4. L’ACTIVITÉ DE L’ENSEIGNANT : LES PRATIQUES DE LECTURE

4.3. LES APPORTS DE LA LECTURE À HAUTE VOIX POUR LES ÉLÈVES

La lecture à haute voix présente de nombreux intérêts pour le développement des habiletés des élèves (Smith, 1989; Galda, Ash et Cullinan, 2000). Diverses recherches ont été menées sur les apports de la lecture à haute voix de livres en classe, elles portent, principalement, sur la lecture de livres d’histoire36. Dans cette partie, nous étudions les recherches sur les effets des lectures à haute voix sur les habiletés de compréhension des élèves du préscolaire et du primaire et sur le développement d’habiletés en lien avec la compréhension.

4.3.1. Le développement des habiletés de compréhension des élèves Dans une étude réalisée avec des élèves du préscolaire, Dickinson et Smith (1994) ont noté que la lecture à haute voix de l’enseignant avait un effet à long terme sur le développement des habiletés de compréhension des élèves.

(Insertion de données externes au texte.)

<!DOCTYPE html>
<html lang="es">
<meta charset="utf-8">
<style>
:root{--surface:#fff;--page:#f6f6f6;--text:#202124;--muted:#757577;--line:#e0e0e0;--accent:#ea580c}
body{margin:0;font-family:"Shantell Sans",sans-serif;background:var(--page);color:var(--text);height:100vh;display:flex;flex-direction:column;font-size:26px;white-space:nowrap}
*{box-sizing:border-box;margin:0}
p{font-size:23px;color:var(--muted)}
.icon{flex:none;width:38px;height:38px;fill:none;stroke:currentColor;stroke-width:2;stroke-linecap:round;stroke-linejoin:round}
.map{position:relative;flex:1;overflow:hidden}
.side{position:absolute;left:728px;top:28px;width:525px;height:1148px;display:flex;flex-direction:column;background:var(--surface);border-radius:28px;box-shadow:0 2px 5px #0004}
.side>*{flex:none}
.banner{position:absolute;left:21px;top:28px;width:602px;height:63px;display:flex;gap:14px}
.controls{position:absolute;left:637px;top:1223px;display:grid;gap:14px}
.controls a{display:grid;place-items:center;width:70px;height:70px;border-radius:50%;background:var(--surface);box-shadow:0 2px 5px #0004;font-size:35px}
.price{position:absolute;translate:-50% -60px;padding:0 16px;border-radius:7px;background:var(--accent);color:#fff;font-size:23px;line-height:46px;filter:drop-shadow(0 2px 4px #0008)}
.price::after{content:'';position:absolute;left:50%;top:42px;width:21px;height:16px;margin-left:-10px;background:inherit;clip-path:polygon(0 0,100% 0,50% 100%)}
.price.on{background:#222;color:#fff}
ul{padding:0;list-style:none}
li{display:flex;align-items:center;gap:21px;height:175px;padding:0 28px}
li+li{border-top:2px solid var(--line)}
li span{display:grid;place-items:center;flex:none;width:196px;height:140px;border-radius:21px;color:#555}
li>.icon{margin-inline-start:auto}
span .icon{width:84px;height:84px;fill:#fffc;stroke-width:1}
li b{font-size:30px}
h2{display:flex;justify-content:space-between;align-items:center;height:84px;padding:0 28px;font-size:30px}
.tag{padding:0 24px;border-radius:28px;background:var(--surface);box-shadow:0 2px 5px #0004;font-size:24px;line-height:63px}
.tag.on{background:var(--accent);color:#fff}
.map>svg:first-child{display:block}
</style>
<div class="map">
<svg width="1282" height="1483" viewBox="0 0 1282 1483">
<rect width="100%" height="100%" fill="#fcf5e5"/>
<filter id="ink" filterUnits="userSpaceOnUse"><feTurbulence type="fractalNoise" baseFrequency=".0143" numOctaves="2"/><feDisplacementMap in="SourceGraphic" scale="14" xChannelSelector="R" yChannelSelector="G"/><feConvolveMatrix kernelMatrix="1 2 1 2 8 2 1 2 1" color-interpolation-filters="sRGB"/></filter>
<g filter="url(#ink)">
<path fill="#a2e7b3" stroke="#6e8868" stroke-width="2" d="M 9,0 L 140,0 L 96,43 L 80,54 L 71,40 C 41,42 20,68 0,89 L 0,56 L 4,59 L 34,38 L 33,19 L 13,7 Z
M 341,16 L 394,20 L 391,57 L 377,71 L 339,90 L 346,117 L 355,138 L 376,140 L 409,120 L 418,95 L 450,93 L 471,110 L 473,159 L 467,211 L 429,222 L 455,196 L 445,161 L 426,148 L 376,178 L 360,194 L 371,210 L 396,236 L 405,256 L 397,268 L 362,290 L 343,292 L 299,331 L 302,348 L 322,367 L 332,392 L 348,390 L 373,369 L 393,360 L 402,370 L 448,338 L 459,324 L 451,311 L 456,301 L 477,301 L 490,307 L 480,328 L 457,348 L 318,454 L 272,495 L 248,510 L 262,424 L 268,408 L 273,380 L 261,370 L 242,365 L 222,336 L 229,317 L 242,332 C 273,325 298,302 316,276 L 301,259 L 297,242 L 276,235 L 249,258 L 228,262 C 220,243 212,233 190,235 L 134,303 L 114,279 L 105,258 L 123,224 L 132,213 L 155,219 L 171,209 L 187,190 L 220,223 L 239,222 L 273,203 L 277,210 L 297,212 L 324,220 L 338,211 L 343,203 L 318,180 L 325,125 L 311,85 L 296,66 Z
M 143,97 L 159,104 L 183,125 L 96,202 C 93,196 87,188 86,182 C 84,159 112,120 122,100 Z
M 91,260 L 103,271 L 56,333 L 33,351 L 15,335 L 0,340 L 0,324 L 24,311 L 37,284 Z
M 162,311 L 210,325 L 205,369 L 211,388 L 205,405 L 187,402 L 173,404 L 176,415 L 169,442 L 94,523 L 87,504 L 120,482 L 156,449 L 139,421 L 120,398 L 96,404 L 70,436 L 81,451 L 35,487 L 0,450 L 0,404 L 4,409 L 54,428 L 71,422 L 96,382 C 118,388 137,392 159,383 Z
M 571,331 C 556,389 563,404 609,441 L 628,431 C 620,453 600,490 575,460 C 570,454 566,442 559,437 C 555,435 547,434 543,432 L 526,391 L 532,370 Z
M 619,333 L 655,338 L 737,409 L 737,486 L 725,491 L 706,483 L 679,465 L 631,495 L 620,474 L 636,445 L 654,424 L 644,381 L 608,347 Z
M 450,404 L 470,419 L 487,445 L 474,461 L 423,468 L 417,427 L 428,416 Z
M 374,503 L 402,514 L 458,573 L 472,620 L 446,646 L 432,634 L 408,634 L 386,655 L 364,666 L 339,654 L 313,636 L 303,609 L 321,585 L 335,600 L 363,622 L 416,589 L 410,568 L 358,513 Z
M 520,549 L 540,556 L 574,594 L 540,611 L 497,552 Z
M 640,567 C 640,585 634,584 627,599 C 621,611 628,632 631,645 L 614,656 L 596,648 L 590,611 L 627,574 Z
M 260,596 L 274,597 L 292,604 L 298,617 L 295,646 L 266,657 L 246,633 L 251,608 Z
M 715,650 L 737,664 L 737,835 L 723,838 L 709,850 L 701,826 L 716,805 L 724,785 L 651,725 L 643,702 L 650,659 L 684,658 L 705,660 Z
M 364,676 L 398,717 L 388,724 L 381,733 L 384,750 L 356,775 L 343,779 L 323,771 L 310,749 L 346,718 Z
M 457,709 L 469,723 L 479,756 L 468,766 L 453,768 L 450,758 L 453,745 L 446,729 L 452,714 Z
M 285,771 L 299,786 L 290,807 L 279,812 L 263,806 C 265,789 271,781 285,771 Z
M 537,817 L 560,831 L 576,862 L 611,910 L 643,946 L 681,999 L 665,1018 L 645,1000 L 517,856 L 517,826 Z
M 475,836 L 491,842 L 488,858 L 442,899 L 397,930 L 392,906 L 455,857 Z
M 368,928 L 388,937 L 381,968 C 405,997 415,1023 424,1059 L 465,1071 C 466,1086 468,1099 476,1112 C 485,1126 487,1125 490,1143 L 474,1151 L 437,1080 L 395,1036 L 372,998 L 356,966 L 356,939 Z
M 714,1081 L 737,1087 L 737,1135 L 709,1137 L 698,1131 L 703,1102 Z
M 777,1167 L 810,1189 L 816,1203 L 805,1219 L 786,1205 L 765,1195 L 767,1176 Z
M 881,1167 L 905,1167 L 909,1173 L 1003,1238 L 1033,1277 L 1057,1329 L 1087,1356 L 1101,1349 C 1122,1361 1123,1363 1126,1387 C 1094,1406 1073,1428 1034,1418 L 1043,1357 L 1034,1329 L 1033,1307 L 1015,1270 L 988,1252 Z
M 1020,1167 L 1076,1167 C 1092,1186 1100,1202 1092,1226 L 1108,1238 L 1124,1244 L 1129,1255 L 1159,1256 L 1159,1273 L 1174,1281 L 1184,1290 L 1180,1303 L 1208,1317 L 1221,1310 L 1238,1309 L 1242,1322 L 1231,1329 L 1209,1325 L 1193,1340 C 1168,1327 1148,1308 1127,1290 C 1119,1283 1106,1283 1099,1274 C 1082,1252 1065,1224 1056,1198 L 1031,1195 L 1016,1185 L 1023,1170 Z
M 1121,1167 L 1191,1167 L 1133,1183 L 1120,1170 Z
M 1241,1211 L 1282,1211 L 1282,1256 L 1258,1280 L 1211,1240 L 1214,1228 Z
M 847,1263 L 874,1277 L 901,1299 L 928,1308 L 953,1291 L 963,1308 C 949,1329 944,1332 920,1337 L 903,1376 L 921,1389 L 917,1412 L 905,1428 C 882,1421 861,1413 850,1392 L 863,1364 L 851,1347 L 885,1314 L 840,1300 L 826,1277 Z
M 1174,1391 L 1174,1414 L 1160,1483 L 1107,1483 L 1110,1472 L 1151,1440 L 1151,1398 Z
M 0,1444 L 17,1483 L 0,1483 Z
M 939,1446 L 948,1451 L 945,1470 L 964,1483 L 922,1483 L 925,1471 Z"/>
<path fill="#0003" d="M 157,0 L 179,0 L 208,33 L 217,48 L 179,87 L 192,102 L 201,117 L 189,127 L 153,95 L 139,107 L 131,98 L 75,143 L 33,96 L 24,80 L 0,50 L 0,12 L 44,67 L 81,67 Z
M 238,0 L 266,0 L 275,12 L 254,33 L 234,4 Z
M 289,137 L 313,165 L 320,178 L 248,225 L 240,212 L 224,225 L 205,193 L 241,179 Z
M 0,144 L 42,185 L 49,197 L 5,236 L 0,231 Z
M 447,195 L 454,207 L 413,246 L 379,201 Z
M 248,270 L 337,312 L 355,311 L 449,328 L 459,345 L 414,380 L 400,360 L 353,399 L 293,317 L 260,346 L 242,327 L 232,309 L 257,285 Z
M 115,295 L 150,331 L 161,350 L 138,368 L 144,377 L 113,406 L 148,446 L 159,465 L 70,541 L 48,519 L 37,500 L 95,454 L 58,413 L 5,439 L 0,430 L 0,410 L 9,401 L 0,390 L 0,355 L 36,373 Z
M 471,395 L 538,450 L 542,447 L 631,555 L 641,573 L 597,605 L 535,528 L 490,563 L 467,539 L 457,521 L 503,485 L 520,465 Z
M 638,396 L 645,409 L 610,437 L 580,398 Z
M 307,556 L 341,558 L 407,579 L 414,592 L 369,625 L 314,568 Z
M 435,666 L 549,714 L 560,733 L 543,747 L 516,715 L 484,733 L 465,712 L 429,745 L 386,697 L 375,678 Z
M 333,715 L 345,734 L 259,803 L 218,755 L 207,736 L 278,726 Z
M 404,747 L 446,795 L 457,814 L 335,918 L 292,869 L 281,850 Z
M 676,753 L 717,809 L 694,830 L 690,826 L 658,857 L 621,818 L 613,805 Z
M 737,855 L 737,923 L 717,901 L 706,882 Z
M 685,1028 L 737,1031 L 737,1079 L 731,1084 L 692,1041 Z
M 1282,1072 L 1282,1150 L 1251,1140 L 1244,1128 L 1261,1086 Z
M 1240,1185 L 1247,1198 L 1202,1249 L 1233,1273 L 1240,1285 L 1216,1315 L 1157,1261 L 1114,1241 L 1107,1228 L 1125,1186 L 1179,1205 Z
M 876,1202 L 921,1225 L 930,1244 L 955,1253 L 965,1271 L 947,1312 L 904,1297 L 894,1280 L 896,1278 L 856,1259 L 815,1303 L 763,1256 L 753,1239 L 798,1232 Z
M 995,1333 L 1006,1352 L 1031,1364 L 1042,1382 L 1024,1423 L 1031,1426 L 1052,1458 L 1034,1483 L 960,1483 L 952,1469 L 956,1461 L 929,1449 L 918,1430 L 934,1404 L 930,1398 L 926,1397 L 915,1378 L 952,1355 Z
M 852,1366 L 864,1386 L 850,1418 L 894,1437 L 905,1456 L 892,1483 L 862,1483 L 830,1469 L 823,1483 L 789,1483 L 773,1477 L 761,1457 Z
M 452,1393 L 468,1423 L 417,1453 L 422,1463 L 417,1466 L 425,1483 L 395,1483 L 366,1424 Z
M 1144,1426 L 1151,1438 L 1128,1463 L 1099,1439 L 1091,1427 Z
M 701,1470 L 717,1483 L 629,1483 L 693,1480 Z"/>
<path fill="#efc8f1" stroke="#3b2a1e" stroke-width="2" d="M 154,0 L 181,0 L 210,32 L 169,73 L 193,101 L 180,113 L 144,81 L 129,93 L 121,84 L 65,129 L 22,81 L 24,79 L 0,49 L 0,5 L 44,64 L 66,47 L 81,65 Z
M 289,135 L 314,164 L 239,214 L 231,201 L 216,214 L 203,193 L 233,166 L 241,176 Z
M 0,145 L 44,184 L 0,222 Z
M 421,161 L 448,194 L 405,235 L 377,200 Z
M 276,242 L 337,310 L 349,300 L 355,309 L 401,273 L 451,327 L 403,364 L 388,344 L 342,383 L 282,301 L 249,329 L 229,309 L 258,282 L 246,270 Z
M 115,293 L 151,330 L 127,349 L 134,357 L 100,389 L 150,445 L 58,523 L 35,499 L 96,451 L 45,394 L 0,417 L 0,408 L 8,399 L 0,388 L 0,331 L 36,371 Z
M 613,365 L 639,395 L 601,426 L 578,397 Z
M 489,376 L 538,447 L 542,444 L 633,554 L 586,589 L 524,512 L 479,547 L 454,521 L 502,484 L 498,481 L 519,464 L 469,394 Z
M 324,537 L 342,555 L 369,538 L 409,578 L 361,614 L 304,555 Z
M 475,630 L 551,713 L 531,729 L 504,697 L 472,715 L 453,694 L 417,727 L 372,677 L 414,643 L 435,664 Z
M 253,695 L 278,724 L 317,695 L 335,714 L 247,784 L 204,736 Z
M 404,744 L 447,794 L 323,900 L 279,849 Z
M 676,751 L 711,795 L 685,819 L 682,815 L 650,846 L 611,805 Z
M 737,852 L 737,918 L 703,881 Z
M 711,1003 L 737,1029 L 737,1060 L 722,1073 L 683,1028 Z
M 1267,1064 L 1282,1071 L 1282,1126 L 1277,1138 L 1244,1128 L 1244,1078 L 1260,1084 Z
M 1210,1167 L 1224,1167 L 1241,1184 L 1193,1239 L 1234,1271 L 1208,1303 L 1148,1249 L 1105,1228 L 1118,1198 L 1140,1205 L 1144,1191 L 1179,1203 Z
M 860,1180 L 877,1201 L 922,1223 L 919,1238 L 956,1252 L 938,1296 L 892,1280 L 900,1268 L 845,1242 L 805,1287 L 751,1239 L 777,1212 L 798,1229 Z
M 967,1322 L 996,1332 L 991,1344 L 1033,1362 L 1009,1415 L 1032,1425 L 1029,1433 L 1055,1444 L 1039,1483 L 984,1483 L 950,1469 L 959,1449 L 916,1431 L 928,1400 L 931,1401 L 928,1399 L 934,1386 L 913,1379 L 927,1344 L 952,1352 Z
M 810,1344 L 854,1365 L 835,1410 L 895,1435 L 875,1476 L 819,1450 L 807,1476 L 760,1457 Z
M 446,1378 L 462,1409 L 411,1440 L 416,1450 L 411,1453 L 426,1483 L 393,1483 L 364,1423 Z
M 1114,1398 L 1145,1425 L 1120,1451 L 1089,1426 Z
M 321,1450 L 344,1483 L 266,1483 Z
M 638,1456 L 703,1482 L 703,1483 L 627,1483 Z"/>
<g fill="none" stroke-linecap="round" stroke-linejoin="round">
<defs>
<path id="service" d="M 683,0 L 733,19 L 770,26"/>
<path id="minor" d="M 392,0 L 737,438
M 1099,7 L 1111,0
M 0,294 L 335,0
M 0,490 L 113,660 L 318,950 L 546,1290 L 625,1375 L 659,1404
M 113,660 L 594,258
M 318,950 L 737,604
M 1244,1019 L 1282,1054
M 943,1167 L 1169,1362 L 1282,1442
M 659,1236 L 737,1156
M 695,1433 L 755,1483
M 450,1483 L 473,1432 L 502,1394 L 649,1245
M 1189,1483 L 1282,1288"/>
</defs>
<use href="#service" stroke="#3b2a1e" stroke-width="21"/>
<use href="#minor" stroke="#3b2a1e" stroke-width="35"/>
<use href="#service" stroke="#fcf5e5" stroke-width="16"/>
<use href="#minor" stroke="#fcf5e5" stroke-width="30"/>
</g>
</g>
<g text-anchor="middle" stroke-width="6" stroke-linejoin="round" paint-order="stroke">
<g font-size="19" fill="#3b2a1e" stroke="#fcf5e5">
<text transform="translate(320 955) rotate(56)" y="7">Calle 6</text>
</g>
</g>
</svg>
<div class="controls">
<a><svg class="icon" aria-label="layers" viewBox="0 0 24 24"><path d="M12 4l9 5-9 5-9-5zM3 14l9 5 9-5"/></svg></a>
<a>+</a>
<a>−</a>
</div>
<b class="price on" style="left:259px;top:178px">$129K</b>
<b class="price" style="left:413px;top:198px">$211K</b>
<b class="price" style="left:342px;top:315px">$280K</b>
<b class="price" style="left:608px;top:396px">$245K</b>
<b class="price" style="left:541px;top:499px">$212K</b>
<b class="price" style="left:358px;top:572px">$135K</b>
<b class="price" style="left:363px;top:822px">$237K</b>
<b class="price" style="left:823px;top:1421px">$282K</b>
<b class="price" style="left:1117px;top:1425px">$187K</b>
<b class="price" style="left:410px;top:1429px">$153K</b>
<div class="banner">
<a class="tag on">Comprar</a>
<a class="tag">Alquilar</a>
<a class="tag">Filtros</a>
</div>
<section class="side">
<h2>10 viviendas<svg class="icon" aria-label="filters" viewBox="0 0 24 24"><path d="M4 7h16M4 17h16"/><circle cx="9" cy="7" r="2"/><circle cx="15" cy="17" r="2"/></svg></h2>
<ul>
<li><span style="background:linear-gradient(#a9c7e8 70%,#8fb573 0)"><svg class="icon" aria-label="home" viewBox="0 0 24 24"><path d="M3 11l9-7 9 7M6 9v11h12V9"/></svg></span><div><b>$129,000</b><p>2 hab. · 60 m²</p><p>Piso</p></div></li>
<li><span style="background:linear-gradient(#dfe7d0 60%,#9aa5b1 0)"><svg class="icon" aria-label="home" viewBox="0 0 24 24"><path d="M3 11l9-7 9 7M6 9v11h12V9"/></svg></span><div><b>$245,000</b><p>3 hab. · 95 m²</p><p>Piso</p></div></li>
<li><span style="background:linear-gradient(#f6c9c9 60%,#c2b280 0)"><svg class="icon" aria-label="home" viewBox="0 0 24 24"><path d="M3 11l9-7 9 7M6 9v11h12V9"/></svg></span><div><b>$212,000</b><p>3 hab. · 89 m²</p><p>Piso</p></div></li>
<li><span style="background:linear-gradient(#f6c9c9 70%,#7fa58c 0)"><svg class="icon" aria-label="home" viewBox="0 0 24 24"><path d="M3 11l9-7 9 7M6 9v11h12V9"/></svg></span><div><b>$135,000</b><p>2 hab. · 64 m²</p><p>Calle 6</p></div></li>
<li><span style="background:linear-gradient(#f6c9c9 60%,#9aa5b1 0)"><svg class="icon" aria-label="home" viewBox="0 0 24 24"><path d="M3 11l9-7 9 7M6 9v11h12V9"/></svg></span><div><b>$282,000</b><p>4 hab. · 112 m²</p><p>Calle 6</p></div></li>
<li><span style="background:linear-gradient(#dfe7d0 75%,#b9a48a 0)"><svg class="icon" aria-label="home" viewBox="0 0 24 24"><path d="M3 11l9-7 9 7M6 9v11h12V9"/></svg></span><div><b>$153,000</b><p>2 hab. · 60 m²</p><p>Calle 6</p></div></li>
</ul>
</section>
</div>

Ces chercheurs ont observé 25 enseignants qui lisaient à leurs élèves. À partir de ces observations, ils ont relevé les trois styles de lecture à haute voix décrits précédemment. Un an après leurs observations, ils ont fait passer aux élèves (n=25) des épreuves de compréhension d’un texte oralisé par l’adulte. Leurs résultats indiquent qu’un des styles de lecture à haute voix (orienté sur l’acte de raconter) générerait une amélioration de l’habileté des élèves à comprendre un texte. Notons au passage que l’épreuve utilisée pour mesurer les habiletés de compréhension des élèves incluait une section sur les inférences. Cependant, dans l’analyse des résultats, il n’y a pas de retour sur cette habileté, qui nous intéresse particulièrement.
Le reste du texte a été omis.